Increase in hate crimes results in resolution to eradicate hate through community-based program
By LA RISSA VASQUEZ — firstname.lastname@example.org
On Nov. 30, Yolo County, the city of Davis and UC Davis signed a collaborative resolution to build a campaign called “Hate-Free Together.” The campaign aims to combat discrimination in the community by educating businesses, public agencies and individuals about how they can be agents of compassion.
Mayor Lucas Frerichs talked about the discussions he had with Chancellor Gary May and Yolo County Supervisor Don Saylor leading up to the resolution. Mayor Frerichs said discussions became more serious after antisemitic banners were hung across the Blue Ridge Road Bikeway and Highway 113 overpass on Aug. 28.
“We were all very troubled by some of these incidents,” Frerichs said. “The banners [are] one thing. Both on campus and in the community, there have been a number of instances of swastikas popping up [as] graffiti in different locations both on campus and [at] apartment complexes and around the community. I think those have definitely been a real concern.”
According to the California Department of Justice’s annual report on hate crimes, Yolo County recorded 21 hate crime events in 2021. Yolo County Supervisor Jim Provenza said that he believes a united resolution such as Hate-Free Together sends a powerful message.
“People who are victims of hate, whether it be graffiti or a physical attack or [an] attack on property, […] feel very unsafe and insecure and also very alone,” Provenza said. “And we found that by putting the county and the city and the university behind the resolution, it’s telling [people], ‘No you’re not alone; we’re with you, we support you and we’re going to take whatever steps we need to help you.’ So the resolution in and of itself is important.”
Workshops will be held in the early months of 2023 to gauge the community’s needs. Some of the resolution’s goals will be to create zero-tolerance policies, offer cultural competency training and provide resources on how to report when incidents of hate occur in the workplace or at schools. Supervisor Provenza said that the campaign revolves around education, prevention and understanding the consequences of hate.

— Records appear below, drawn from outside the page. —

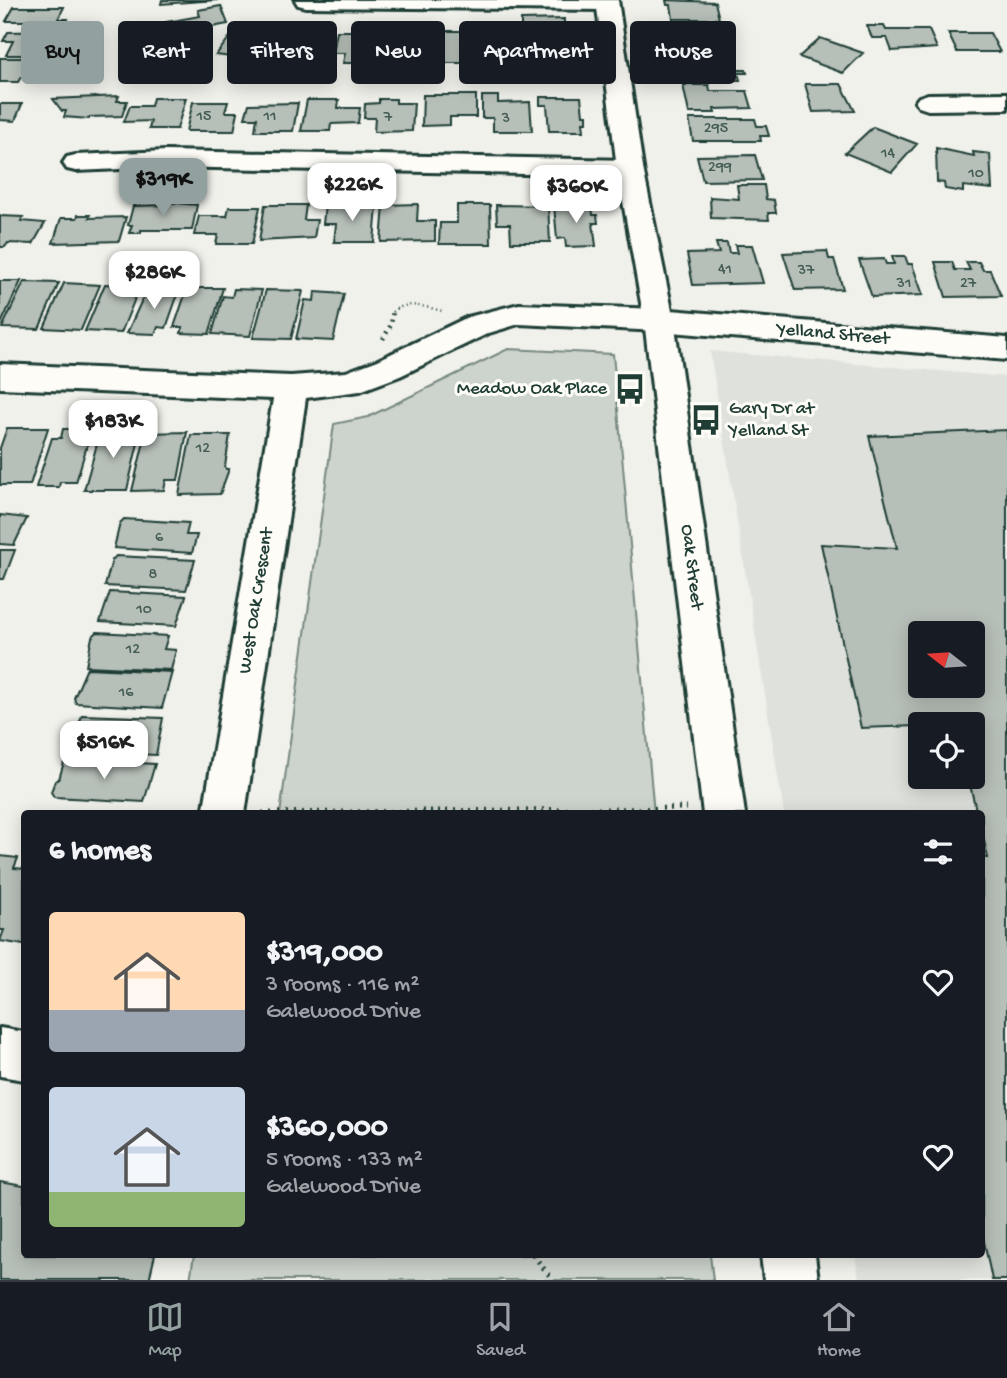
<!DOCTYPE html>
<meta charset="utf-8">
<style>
body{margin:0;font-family:"Gochi Hand",sans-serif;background:#20242c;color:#f1f3f6;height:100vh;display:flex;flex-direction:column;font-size:26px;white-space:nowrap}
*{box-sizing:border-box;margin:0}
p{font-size:23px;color:#9ea1a6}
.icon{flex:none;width:38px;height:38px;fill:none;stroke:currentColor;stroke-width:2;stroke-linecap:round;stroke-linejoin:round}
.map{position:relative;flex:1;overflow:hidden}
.side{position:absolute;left:21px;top:810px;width:964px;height:448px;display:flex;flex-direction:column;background:#171b24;border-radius:7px;box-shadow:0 4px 18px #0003}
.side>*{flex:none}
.guide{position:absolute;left:21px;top:21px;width:966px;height:63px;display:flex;gap:14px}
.needle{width:46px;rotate:287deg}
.fabs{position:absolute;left:908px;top:621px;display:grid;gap:14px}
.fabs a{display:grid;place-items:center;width:77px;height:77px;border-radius:7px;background:#171b24;box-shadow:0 4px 18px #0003;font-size:35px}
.price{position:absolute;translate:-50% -60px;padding:0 16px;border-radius:14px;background:#fff;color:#222;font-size:23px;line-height:46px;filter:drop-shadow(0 2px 4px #0008)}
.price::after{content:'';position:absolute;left:50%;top:42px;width:21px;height:16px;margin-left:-10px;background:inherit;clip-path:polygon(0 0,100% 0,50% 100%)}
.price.current{background:#92a19f;color:#111}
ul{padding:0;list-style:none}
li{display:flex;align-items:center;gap:21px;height:175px;padding:0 28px}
li span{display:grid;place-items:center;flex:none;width:196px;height:140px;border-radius:7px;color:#555}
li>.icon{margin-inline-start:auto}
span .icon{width:84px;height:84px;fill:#fffc;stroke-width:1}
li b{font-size:30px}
h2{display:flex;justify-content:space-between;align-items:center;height:84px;padding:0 28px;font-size:30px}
.tag{padding:0 24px;border-radius:7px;background:#171b24;box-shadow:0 4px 18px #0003;font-size:24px;line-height:63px}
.tag.current{background:#92a19f;color:#111}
.tabs{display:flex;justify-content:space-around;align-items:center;height:98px;border-top:2px solid #363941;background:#171b24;font-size:19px;color:#9ea1a6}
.tabs a{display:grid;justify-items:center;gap:4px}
.tabs .current{color:#92a19f}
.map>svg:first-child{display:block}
</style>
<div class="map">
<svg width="1007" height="1280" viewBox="0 0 1007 1280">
<rect width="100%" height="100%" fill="#f0f1eb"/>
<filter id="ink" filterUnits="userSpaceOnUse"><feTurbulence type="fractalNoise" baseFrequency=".0143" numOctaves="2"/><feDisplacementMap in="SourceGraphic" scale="14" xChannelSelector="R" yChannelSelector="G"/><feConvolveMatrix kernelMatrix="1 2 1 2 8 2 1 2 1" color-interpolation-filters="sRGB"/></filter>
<g filter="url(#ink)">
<!-- built -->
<path fill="#dfe2dc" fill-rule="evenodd" d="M 710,351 L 1007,377 L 1007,1280 L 859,1280 L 855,1255 L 982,1255 L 982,814 L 784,814 ZM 920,634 L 973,634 L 973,686 L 920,686 ZM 920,724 L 973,724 L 973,777 L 920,777 Z"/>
<!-- green -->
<path fill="#cdd3cd" stroke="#768880" stroke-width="2" d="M 508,349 L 613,354 L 654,814 L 280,814 L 334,424 L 368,417 Z
M 194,1255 L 710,1255 L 713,1280 L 190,1280 Z"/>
<!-- building -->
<path fill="#b6bfb8" stroke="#1f3d34" stroke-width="2" fill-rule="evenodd" d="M 162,0 L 218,0 L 161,4 Z
M 666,0 L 715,2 L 719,19 L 673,19 L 671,5 L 667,5 Z
M 221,6 L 228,24 L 170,35 L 166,22 L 200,16 L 198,10 Z
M 14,7 L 64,7 L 58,19 L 68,19 L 64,28 L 38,29 L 41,21 L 6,21 Z
M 564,19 L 564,29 L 571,29 L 571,40 L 521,41 L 521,20 Z
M 671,25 L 695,25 L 697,35 L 729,35 L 733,50 L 677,50 Z
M 867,26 L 884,26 L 886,30 L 929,30 L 937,48 L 892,51 L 887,38 L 872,38 Z
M 236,29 L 279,34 L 271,46 L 261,45 L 252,60 L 216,55 Z
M 60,31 L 54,46 L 35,46 L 31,55 L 6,55 L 13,41 L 3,41 L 8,32 Z
M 291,31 L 332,32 L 326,64 L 296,63 L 299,49 L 287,49 Z
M 337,31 L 378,31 L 374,63 L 343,63 L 345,53 L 333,53 Z
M 383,31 L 427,31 L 424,63 L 393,64 L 394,54 L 381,54 Z
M 431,31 L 473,31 L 471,63 L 440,63 L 441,48 L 430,48 Z
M 948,33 L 990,33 L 1000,52 L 957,52 Z
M 820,38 L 863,53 L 843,73 L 799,57 Z
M 535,51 L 565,51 L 566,60 L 574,60 L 575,73 L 559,73 L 560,81 L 525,81 L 525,73 L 521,72 L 517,65 L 526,61 L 526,57 L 534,57 Z
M 677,53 L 701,53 L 703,64 L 736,63 L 737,70 L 746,70 L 747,73 L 738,73 L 740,80 L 682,81 Z
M 0,58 L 49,58 L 42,73 L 36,73 L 34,77 L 21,77 L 18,82 L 0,82 Z
M 805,84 L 841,84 L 855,111 L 813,112 Z
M 683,85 L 709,85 L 710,91 L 747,91 L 752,108 L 714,109 L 715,113 L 689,113 Z
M 423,95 L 476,95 L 476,117 L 450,117 L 450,125 L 422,126 Z
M 119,96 L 117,101 L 127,101 L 122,116 L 90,117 L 89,119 L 64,117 L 66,111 L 62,111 L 53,99 Z
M 482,96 L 498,96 L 498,103 L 530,102 L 532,131 L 493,131 L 493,118 L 482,118 Z
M 540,97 L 581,97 L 583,115 L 587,115 L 587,122 L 583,122 L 584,131 L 549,131 L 547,105 L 540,105 Z
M 153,98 L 186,98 L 177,129 L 149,129 L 151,121 L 124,122 L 130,106 L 151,106 Z
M 379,99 L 396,99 L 396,103 L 414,103 L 412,131 L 374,132 L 375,118 L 364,118 L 365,104 L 379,103 Z
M 307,100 L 339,100 L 338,108 L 360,108 L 358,123 L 331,124 L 330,131 L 301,131 Z
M 193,102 L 228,102 L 225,112 L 238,112 L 234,131 L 186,131 Z
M 298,103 L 293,131 L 255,131 L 257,118 L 245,118 L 249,104 Z
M 0,104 L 22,104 L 15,121 L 0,120 Z
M 689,119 L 755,119 L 757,126 L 766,126 L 769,136 L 760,136 L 761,141 L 693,141 Z
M 873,127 L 917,144 L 892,172 L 845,153 Z
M 936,148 L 974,156 L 973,152 L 990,154 L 992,189 L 963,186 L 963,192 L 945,189 L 944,183 L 937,182 Z
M 755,155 L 762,180 L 703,181 L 697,156 Z
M 737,185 L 764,185 L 766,199 L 774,200 L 776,213 L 768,213 L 769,220 L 711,218 L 710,197 L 739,199 Z
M 169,202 L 197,205 L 192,230 L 141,230 L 141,233 L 129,233 L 132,225 L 128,225 L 133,206 L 168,205 Z
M 418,204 L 417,221 L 435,221 L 435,241 L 381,242 L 384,205 Z
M 265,205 L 306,205 L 304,220 L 317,220 L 314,238 L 259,241 Z
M 325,205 L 377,206 L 374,242 L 334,242 L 336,224 L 323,224 Z
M 457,205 L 490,205 L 491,244 L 439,244 L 440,223 L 457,223 Z
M 496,205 L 548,206 L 550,242 L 511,242 L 510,224 L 497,224 Z
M 554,205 L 592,205 L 593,215 L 597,215 L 598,223 L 593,223 L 596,246 L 566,247 L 565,238 L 557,239 Z
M 229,207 L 260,207 L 252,244 L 216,244 L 218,235 L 194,235 L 199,216 L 227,216 Z
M 78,215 L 90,215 L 89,218 L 126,217 L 119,241 L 53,243 L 61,218 L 77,218 Z
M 0,216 L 23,217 L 21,221 L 45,223 L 33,244 L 8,243 L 5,247 L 0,247 Z
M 716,243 L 727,243 L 729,253 L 737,253 L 735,245 L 752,245 L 763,283 L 693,285 L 687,254 L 719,253 Z
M 827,251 L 829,259 L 834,259 L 843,289 L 795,290 L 783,253 Z
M 892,256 L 905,256 L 908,264 L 912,264 L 923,295 L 872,297 L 859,260 L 884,259 L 886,264 L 894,264 Z
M 935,262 L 952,262 L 955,270 L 970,270 L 966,262 L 979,262 L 983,270 L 990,270 L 1001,296 L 946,297 Z
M 0,281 L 21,281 L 0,326 Z
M 24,282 L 59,283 L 39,329 L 2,328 Z
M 64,283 L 100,285 L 81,330 L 44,328 Z
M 105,284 L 140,286 L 121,333 L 85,331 Z
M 162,288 L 180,288 L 166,328 L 158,327 L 155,334 L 127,333 L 146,291 L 161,291 Z
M 202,288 L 223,288 L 209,334 L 181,333 L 183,327 L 174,327 L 187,289 Z
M 234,289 L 262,290 L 250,336 L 212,334 L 223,296 L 232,297 Z
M 266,290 L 303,291 L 291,339 L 253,338 Z
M 315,292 L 344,294 L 333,341 L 296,339 L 305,300 L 314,301 Z
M 7,428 L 48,428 L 30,485 L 0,485 L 0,448 Z
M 63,429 L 96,429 L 92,442 L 88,442 L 76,482 L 60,482 L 59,487 L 36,487 L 52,438 L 61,438 Z
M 101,430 L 141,430 L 127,490 L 84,490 Z
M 1007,430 L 1007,1280 L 992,1280 L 982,1232 L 982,858 L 988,858 L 982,832 L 982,814 L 977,814 L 968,777 L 973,777 L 973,724 L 861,728 L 821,544 L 897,548 L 869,436 ZM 920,634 L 973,634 L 973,686 L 920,686 Z
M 187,432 L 178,480 L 166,480 L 164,490 L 132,491 L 146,433 Z
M 191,435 L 230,435 L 225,466 L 226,469 L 229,469 L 220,494 L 179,495 Z
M 0,515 L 27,518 L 14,545 L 0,544 Z
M 124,519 L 189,523 L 186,535 L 197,535 L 192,553 L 114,548 L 120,523 Z
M 0,550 L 15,550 L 4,579 L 0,579 Z
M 116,556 L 195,560 L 186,590 L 105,586 L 112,560 Z
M 110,592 L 186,596 L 176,626 L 100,622 Z
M 97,632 L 168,636 L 164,649 L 176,650 L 171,670 L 86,666 L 92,637 Z
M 87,668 L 172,672 L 162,708 L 76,703 L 74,698 Z
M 82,715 L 163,718 L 156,755 L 71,751 Z
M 65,759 L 155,764 L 144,802 L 54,797 L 51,792 L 55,781 L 59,779 Z
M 0,856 L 18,858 L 14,868 L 24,869 L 24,945 L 0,941 L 4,930 L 0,930 Z
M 0,1182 L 24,1186 L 24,1255 L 155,1255 L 149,1280 L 0,1280 Z"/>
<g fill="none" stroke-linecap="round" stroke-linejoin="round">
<defs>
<path id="street" d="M 295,0 L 616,0 L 618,3 L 615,8 L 607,10 L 306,7 L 298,5 Z
M 1007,93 L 1007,109 L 928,110 L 919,107 L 915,102 L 919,97 L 928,94 Z
M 166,151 L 630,160 L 640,162 L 643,168 L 640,174 L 630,176 L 166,167 L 76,171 L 67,169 L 63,163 L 67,157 L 76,155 Z
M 519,304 L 659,309 L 1007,338 L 1007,360 L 659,331 L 519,324 L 489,333 L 400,376 L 360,391 L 306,398 L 245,814 L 203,814 L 273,399 L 0,388 L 0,364 L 291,376 L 346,372 L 378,360 L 468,317 Z
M 0,1028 L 24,1032 L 24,1080 L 0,1076 Z"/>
<path id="secondary" d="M 596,0 L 618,0 L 643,168 L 674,320 L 745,814 L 703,814 L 644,320 L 617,168 Z
M 761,1255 L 815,1255 L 818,1280 L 764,1280 Z"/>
</defs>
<!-- street casing -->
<use href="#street" stroke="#1f3d34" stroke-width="6"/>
<!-- secondary casing -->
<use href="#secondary" stroke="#1f3d34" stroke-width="6"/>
<!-- path-far2 -->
<path stroke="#1f3d34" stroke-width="2.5" stroke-dasharray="1 3.5" stroke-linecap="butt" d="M 393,312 C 404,300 427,307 442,311"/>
<!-- path-far1 -->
<path stroke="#1f3d34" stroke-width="4.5" stroke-dasharray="2 4.5" stroke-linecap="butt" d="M 383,339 L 391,325 L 393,311"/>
<!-- path -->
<path stroke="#1f3d34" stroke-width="5" stroke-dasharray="2 6" stroke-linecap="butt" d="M 262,813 L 687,808
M 533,1255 L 553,1280"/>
<!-- street -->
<use href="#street" fill="#fdfcf7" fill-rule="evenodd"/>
<!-- secondary -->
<use href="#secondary" fill="#fdfcf7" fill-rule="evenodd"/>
</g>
</g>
<!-- icons -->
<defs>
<symbol id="bus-bare" viewBox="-9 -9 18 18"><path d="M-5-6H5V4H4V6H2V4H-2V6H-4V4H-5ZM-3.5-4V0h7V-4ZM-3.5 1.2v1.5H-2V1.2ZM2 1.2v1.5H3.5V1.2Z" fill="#1f3d34" stroke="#fdfcf7" stroke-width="2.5" paint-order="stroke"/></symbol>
</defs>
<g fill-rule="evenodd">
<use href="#bus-bare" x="608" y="367" width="44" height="44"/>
<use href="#bus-bare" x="684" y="398" width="44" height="44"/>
</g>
<g text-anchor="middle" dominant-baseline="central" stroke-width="6" stroke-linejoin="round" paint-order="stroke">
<!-- number labels -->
<g font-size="16" fill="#455e55">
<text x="204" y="117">15</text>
<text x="270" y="117">11</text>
<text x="388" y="118">7</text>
<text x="506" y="119">3</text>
<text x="716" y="129">295</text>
<text x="888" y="154">14</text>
<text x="720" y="168">299</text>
<text x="976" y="174">10</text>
<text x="725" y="270">41</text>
<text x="806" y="271">37</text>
<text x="904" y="284">31</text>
<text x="968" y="284">27</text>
<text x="203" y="449">12</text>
<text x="159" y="538">6</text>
<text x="153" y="575">8</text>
<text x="144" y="610">10</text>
<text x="133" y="650">12</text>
<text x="126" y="693">16</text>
</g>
<!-- street labels -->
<g font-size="19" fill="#1f3d34" stroke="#fdfcf7">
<text transform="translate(833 335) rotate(5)">Yelland Street</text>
<text transform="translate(691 567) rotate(83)">Oak Street</text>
<text transform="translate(257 601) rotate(-81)">West Oak Crescent</text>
</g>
<!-- poi labels -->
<g font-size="19" fill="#1f3d34" stroke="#fdfcf7" text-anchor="end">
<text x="607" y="389">Meadow Oak Place</text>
<text x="729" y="409" text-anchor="start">Gary Dr at<tspan x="729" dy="22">Yelland St</tspan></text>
</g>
</g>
</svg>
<div class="fabs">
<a><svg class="needle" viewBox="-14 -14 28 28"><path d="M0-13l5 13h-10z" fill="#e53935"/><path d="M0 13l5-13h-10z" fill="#9ea1a6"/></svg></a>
<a><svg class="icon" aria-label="locate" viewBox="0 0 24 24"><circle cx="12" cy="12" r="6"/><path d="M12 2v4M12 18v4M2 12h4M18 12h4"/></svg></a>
</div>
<b class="price current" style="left:163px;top:218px">$319K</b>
<b class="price" style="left:352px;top:223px">$226K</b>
<b class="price" style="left:576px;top:225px">$360K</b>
<b class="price" style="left:154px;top:311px">$286K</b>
<b class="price" style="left:113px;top:460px">$183K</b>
<b class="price" style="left:104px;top:781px">$516K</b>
<div class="guide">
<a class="tag current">Buy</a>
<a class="tag">Rent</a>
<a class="tag">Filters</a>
<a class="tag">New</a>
<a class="tag">Apartment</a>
<a class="tag">House</a>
</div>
<section class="side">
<h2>6 homes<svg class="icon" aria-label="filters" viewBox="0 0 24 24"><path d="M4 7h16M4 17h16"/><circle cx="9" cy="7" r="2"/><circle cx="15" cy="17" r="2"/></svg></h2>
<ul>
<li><span style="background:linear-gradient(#ffd9b3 70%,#9aa5b1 0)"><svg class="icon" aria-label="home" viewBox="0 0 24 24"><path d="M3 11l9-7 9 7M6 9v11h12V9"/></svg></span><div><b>$319,000</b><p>3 rooms · 116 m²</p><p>Galewood Drive</p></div><svg class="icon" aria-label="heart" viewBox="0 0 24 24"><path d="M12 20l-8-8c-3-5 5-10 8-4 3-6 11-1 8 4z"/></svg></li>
<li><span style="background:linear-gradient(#c9d6e8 75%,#8fb573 0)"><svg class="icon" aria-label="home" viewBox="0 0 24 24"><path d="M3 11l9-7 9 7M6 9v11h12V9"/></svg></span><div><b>$360,000</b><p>5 rooms · 133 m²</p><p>Galewood Drive</p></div><svg class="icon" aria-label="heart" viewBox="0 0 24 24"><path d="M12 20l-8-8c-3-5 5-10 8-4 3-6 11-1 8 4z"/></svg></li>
</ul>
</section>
</div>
<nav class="tabs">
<a class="current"><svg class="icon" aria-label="map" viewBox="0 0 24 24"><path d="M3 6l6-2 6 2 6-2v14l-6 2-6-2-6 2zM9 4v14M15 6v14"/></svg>Map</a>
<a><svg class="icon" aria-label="saved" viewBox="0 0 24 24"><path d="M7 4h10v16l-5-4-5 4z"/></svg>Saved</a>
<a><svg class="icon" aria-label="home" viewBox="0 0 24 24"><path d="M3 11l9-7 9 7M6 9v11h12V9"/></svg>Home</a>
</nav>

“When an incident does occur, we need to have a plan [for] getting together as a community, not just government but [as] community leaders [or] religious leaders, and it should be something that kind of happens automatically,” Provenza said. “On the civil side, there’s some pretty strict sanctions for this type of behavior. A person can sue for punitive damages, meaning that even if you can’t show that you lost money or lost property, you can still recover damages. Most importantly, it tells a person committing the act that ‘Yeah, there is a consequence,’ and I’d like to see volunteer attorneys be ready to go into action.”
Davis City Councilmember Gloria Partida said that the early stages of the initiative allow for full community input and exploration of their ideas and needs.
“As a community, you do need places where you can process hate incidents or other issues that are happening and talk about ways that you can be proactive [and] ways that you can do things so that we are building communities where everyone feels safe [in] their identities,” Partida said. “And right now, it’s so new and so wide open that it’s kind of the exciting part about it; it can be anything that we think will work, and [we can] also explore.”
An official campaign website for Hate-Free Together and more information will become available in the coming months. Members of the community are encouraged to stay connected and provide input for the campaign.